Avec la ressource forestière qui pourrait manquer ou diminuer si elle est mal gérée, on  comprend fort bien qu’une erreur d’orientation ou de gestion pourrait altérer ou détériorer 90 000 emplois, des milliards de dollars de valeur commerciale, ainsi que notre magnifique ressource. En guise de complément au présent Régime forestier, on  peut fort bien redistribuer les pouvoirs de gestion et les rendre davantage accessibles à plusieurs. L’erreur ou les erreurs seraient ainsi répartie sur une plus petite échelle. Cela nous apporterait un outil supplémentaire pour éviter une erreur boréale. Une socialisation économique et forestière en quelque sorte. N’était-ce pas partie vibrante du parti au pouvoir, il y a quelques années ? Le développement de plusieurs collectivités, la préservation de la ressource et le maintien de l’industrie en dépendent.  Les différentes couleurs de ce paysage seront à suivre cet automne avec les résultats de la commission parlementaire et des actions qui en découleront.

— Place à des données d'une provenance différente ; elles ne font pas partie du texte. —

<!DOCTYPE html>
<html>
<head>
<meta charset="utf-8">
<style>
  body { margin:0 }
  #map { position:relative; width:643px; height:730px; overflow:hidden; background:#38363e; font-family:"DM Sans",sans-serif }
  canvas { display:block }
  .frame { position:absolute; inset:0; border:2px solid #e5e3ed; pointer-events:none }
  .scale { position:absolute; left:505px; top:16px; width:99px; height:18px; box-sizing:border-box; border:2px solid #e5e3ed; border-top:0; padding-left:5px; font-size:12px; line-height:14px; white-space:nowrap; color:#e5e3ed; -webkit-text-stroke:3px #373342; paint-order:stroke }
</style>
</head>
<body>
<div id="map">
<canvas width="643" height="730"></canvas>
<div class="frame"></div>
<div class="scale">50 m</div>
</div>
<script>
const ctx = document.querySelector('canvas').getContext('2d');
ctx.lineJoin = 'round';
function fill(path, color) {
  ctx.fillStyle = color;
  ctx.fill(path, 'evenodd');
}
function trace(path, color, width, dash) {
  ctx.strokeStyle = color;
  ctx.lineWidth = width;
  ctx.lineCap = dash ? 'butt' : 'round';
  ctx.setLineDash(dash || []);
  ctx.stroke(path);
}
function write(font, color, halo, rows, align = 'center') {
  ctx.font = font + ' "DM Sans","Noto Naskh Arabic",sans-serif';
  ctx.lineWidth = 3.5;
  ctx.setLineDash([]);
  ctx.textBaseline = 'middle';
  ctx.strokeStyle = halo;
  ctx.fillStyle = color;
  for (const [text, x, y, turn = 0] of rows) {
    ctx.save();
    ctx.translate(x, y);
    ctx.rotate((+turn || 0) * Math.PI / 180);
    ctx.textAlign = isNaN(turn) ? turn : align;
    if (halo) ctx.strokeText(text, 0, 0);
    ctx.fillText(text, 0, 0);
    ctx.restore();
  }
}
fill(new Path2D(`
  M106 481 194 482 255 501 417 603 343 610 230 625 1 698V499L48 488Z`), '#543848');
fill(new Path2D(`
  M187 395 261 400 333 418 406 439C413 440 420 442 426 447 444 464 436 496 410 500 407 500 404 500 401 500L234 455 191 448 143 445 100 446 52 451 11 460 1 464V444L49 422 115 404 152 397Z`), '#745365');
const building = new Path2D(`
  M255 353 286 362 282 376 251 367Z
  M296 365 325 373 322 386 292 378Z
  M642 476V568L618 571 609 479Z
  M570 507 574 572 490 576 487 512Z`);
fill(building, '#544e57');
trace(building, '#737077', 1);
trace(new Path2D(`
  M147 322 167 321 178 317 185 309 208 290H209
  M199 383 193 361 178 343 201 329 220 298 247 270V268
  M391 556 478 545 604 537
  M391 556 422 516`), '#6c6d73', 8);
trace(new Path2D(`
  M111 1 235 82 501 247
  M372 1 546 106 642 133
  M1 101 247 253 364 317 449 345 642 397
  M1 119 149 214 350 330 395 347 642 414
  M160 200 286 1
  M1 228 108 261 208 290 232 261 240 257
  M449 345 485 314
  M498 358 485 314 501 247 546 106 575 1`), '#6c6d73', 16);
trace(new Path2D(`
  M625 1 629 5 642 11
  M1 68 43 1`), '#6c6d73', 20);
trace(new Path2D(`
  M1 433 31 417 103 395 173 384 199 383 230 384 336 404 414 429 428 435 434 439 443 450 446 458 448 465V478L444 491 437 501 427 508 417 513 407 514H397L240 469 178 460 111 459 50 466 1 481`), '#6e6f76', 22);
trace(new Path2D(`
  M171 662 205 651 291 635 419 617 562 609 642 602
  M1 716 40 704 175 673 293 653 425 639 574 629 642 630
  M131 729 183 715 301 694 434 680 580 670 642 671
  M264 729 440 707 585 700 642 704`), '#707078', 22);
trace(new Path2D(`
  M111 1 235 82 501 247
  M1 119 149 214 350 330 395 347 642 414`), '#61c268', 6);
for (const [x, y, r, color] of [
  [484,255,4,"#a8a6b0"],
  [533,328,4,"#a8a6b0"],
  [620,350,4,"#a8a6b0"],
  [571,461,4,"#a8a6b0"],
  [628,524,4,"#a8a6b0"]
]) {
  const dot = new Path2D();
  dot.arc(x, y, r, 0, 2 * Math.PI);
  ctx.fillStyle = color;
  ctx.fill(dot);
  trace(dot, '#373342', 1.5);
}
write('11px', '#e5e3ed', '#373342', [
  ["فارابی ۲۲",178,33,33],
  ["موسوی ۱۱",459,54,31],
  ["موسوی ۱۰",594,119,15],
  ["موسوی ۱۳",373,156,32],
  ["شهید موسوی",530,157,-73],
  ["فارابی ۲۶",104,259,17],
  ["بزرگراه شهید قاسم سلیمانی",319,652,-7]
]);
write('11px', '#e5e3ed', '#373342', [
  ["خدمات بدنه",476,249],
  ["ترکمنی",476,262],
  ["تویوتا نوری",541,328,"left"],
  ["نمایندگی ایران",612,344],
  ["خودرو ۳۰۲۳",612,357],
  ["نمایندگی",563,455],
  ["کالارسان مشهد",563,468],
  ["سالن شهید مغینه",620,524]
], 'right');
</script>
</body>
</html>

Invitation à participer à la consultation générale en commission parlementaire du 6 septembre 2000

Toutes les personnes intéressés par la gestion forestière sont invitées à participer à la consultation générale en Commission parlementaire du 6 septembre 2000. Vous pouvez vous adresser au Secrétariat des commissions de l’Assemblée nationale à l’adresse suivante :
Secrétariat des commissions
835, boul. René-Lévesque Est, bureau 3.29
Québec (Québec) G1A 1A3
(418) 643-2722

Un avis public sera diffusé dans la Gazette officielle et dans les journaux

Les mémoires peuvent être expédiés par la poste ou déposés à la réception du Secrétariat des commissions avant le 18 août 2000.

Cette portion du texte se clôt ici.